In den localen Fish and Ships- Takeaways gibt es auch Scallops fritiert, aber das ist echt nicht mein Fall. Dann schon lieber den fangfrischen Fisch aus der Zeitung essen und dazu Fritten oder Fried Kumara (Süßkartoffeln) Yummy (heißt übrigens lecker im Kiwislang!)


----------



## Franz_16 (3. Februar 2006)

*AW: Jakobsmuscheln zubereiten- Eine Bildergeschichte*

Sauber Dorschi 

Ich hab bislang noch nie wissentlich Muscheln gegessen, aber so grausam sehen die auf deinen Fotos gar nicht aus #6


----------



## ralle (3. Februar 2006)

*AW: Jakobsmuscheln zubereiten- Eine Bildergeschichte*

Muschelessen in Norge gehört zum Pflichtprogramm 

Miesmuscheln sowieso und dann Herzmuschel,Kammuschel und Austern !

alle natürlich selbst gesammelt und geputzt

Die Austern haben wir auch geöffnet mit Zitronensaft und einer Soße (weiß aber nicht genau die Zusammensetzung) befüllt - Alufolie drüber und dann ca. 5min. in den Backofen --- mmmhhh


----------



## Dorschi (3. Februar 2006)

*AW: Jakobsmuscheln zubereiten- Eine Bildergeschichte*

Die großen Grünlippmuscheln, Verwandte unserer Miesmuscheln, kommen in Neuseeland auch vor.

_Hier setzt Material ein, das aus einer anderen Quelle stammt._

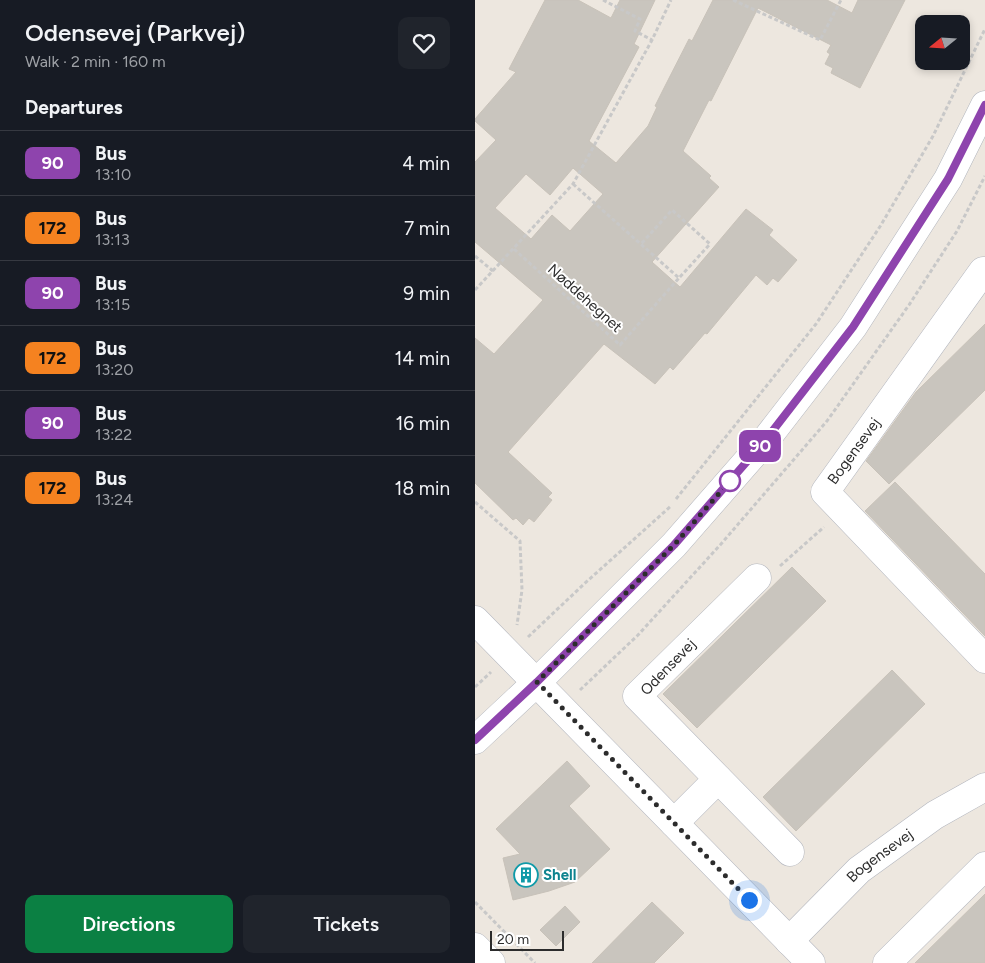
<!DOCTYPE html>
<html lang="en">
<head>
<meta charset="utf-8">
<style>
  :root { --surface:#171b24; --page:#20242c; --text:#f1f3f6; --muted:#9ea1a6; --line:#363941; --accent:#0b8043 }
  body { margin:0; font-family:Figtree,sans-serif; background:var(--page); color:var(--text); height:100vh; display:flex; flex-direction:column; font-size:19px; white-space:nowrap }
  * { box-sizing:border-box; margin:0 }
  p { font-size:16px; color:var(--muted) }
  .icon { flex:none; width:28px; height:28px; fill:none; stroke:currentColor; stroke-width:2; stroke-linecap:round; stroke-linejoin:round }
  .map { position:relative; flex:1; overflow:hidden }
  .sheet { display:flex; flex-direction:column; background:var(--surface); width:475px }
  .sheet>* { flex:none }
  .badge { padding:0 10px; border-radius:8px; font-size:18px; line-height:32px }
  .needle { width:32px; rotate:252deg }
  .tools { position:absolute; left:440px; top:15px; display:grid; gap:10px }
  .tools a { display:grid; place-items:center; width:55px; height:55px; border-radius:10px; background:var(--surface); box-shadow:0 2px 8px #0003; font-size:25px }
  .scale { position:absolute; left:15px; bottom:12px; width:74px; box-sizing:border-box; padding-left:5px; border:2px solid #2c2c2c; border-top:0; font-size:14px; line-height:18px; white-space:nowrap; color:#2c2c2c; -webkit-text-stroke:4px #fff; paint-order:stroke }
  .you { position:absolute; width:25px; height:25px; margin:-12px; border:4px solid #fff; border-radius:50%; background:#1a73e8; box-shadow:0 0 0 8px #1a73e833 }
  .map>.badge { position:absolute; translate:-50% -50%; box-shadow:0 0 0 2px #fff }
  h2 { padding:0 25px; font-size:19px; line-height:45px }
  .round { display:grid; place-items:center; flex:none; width:52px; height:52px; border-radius:10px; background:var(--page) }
  .head { display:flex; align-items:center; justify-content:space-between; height:85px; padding:0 25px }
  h1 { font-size:24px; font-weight:600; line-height:38px }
  .cta { display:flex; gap:10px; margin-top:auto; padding:10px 25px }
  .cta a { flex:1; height:58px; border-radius:10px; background:var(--accent); color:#fff; font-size:20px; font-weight:600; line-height:58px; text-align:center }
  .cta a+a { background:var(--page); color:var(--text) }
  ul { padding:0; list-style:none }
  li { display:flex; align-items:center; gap:15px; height:65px; padding:0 25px; border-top:1px solid var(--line) }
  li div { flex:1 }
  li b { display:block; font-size:19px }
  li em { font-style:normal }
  li .badge { min-width:55px; font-weight:700; text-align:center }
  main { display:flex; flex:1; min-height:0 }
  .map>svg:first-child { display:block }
  .building { fill:#c9c5be; stroke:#c8c2b9; fill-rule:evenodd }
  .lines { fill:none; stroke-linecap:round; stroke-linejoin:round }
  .minor-casing { stroke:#b3b6be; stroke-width:29 }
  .tertiary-casing { stroke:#b3b6be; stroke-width:29 }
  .path { stroke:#c8c8c8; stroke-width:3; stroke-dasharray:4 2.5; stroke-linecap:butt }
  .minor { stroke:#fff; stroke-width:28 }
  .tertiary { stroke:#fff; stroke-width:28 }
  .line-casing { stroke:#fff; stroke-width:11 }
  .line { stroke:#8e44ad; stroke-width:8 }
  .walk { stroke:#2c2c2c; stroke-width:5; stroke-dasharray:0 9 }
  .stop-dot { fill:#fff; stroke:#8e44ad; stroke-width:2.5 }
  .labels { text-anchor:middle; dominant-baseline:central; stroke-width:4; stroke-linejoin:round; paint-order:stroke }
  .street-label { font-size:15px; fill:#2c2c2c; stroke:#fff }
  .culture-label { font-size:15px; font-weight:bold; fill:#0d838f; stroke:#fff; text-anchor:start }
</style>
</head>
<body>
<main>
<section class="sheet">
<div class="head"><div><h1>Odensevej (Parkvej)</h1><p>Walk · 2 min · 160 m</p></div><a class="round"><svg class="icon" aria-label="heart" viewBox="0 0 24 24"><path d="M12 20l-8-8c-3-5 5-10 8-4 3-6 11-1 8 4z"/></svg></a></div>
<h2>Departures</h2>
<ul>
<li><span class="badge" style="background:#8e44ad;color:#fff">90</span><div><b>Bus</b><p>13:10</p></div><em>4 min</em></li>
<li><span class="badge" style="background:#f58220;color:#111">172</span><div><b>Bus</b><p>13:13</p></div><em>7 min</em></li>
<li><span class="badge" style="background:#8e44ad;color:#fff">90</span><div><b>Bus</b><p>13:15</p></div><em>9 min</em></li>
<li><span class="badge" style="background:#f58220;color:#111">172</span><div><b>Bus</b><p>13:20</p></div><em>14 min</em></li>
<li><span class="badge" style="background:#8e44ad;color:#fff">90</span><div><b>Bus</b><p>13:22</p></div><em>16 min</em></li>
<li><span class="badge" style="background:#f58220;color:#111">172</span><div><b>Bus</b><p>13:24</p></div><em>18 min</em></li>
</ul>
<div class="cta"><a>Directions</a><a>Tickets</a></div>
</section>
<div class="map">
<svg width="510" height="963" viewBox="0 0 510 963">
  <rect width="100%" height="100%" fill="#ede7df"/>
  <!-- building -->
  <path class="building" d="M70 0H103L136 18 145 0H180L159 44 164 47 114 141 141 163 173 126 182 107 180 106 189 88 214 39 217 41 238 0H352L377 13 383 0H430L385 88 356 73 358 68 350 64 355 54 352 52 356 45 283 8 236 101 234 100 208 151 236 176 234 178 244 187 177 262 205 287 271 209 298 230 294 235 322 260 303 282 298 278 292 285 281 275 232 334 230 333 198 370 195 367 180 384 129 344 33 452 77 493 73 497 77 500 59 522 54 518 48 525 41 518 38 520 0 483V338L19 354 68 300 0 242V162L21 140 0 121V119L41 72 34 69ZM98 168 128 194 95 231 77 215 56 239 20 208 51 174 75 195Z
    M510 324V390L414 484 391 461 441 392Z
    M420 482 510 574V636L390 511Z
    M317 567 351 601 222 728 188 694Z
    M417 670 450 704 321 831 288 797Z
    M92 761 115 786 94 806 135 849 100 882 74 891 38 900 28 858 45 854 21 829Z
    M510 894V963H440Z
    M177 902 209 933 179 963H117Z
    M90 906 105 922 81 946 65 930Z"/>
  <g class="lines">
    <!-- minor casing -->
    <g class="minor-casing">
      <g id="minor">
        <path d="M508 271 350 492 510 659"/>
        <path d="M282 578 162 696 315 852"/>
        <path d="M0 620 336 963"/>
        <path d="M199 823 243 779"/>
        <path id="s1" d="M314 941 384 870 460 815 510 787"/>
        <path d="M412 963 510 866"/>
      </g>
    </g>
    <!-- tertiary casing -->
    <g class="tertiary-casing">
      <path id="tertiary" d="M0 740 62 682 199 545 289 442 378 327 473 179 510 105
        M0 947 16 963"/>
    </g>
    <!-- path -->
    <path class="path" d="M128 0 165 19 160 31 177 40
      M258 0 345 40 366 0
      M98 184 204 278 235 244 197 210 166 244
      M39 249 145 345 204 278
      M0 256 18 271
      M0 290 98 184 177 40 196 0
      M201 499 341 324 406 225 458 136 510 29
      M0 502 45 541 47 590 42 625
      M305 566 349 527
      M53 637 109 584 196 506
      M0 687 16 672
      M105 690 163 635 246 544 352 421 434 305 482 231 510 176
      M0 902 60 963"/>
    <!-- minor -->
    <use href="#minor" class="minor"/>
    <!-- tertiary -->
    <use href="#tertiary" class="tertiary"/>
  </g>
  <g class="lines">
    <!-- line casing -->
    <g class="line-casing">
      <path id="line" d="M0 740 62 682 199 545 289 442 378 327 473 179 510 105"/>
    </g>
    <!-- line -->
    <use href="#line" class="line"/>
    <!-- walk -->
    <path class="walk" d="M255 481 199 545 62 682 274 900"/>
  </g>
  <!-- icons -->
  <defs>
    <g id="building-ring" transform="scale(1.25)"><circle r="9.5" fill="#fff" stroke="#0f9aa8" stroke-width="1.5"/><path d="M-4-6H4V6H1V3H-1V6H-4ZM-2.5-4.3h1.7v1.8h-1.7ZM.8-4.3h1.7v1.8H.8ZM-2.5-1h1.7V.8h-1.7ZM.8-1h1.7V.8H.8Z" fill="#0f9aa8"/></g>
  </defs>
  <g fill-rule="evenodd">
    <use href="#building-ring" x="51" y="875"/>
  </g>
  <!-- markers -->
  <circle class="stop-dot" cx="255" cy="481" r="10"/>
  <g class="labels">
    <!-- street labels -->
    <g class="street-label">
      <text transform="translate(110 298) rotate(42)">Nøddehegnet</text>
      <text transform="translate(379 451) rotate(-54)">Bogensevej</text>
      <text transform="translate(193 667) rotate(-46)">Odensevej</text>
      <text stroke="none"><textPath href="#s1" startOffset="125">Bogensevej</textPath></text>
    </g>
    <!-- culture labels -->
    <g class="culture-label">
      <text x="68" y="875">Shell</text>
    </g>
  </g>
</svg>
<div class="tools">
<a><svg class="needle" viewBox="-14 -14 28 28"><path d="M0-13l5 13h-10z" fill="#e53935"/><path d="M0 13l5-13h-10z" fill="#9ea1a6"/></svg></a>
</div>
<div class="scale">20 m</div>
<div class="you" style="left:274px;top:900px"></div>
<b class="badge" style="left:285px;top:446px;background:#8e44ad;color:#fff">90</b>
</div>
</main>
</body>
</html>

Genau wie Pippis und Tuatuas gehören sie in Neuseeland  zum Speisezettel. Sind bloß alle 3 etwas sandig und müssen gut gewässert werden. Tuatuas kann man gut an den Sandstränden mit Schnorchel und Maske erwischen, Austern findet man an jedem guten Riff in der Gezeitenzone. Also was ich dort so nebenbei verdrückt habe, währe in einem guten Feinschmeckerrestaurant in Deutschland die ganze Reise wert gewesen. 
Neuseeland ist schon ein Geheimtipp für Meeresfrüchteliebhaber!
Ich sage neben den Muscheln und Fischen nur Stichwort Languste.
Wir haben an einem Abend auch Paua in Butter Sahne gebraten gegessen.
Paua sind Verwandte der Abalone und werden in Deutschland häufig zu Muschelschmuck verarbeitet. Bei Gelegenheit mache ich mal ein Foto von den Schalen.


----------



## vertikal (3. Februar 2006)

*AW: Jakobsmuscheln zubereiten- Eine Bildergeschichte*

Hi Dorschi,

danke für deinen tollen Bericht!
Bin zwar nicht *der  *Muscheleser, wahrscheinlich auch, weil ich bislang zu blöd war, mit den Dingern richtig umzugehen, aber das kann sich ja jetzt, nach deiner super bebilderten Anleitung vielleicht doch mal ändern.#6

Das macht jedenfalls Appetit auf mehr!


----------



## Dorschi (6. Februar 2006)

*AW: Jakobsmuscheln zubereiten- Eine Bildergeschichte*

@ Thomas Der Bericht steht natürlich zu Deiner vollen Verfügung!
Kannst Du Dir das nicht einfach herauskopieren?
Bin doch noch anm Basteln für den eigentlichen Neuseelandbericht.


----------



## Thomas9904 (6. Februar 2006)

*AW: Jakobsmuscheln zubereiten- Eine Bildergeschichte*

Text kann ich rauskopieren, die Fotos bräcuhte ich aber "originool", am besten als jpg. schicken.
Und den "eigentlichen Neusselandbericht" kannste auch gleich fürs Mag "vormerken" ))


----------



## Kurzer (6. Februar 2006)

*AW: Jakobsmuscheln zubereiten- Eine Bildergeschichte*

Oh man Dorschi mein Freund,

wenn ich das sehe läuft mir das Wasser im Mund zusammen und ich fange an unkontrolliert zu sabbern ;-> Toller Bericht mit schönen Bildern!

Biene und ich haben es zu unserer Tradition gemacht am heiligen Abend Muscheln zu essen ;-> Die Tradition ist jetzt schon 2 Jahre alt ;->

Gruß nach Halle!!!


----------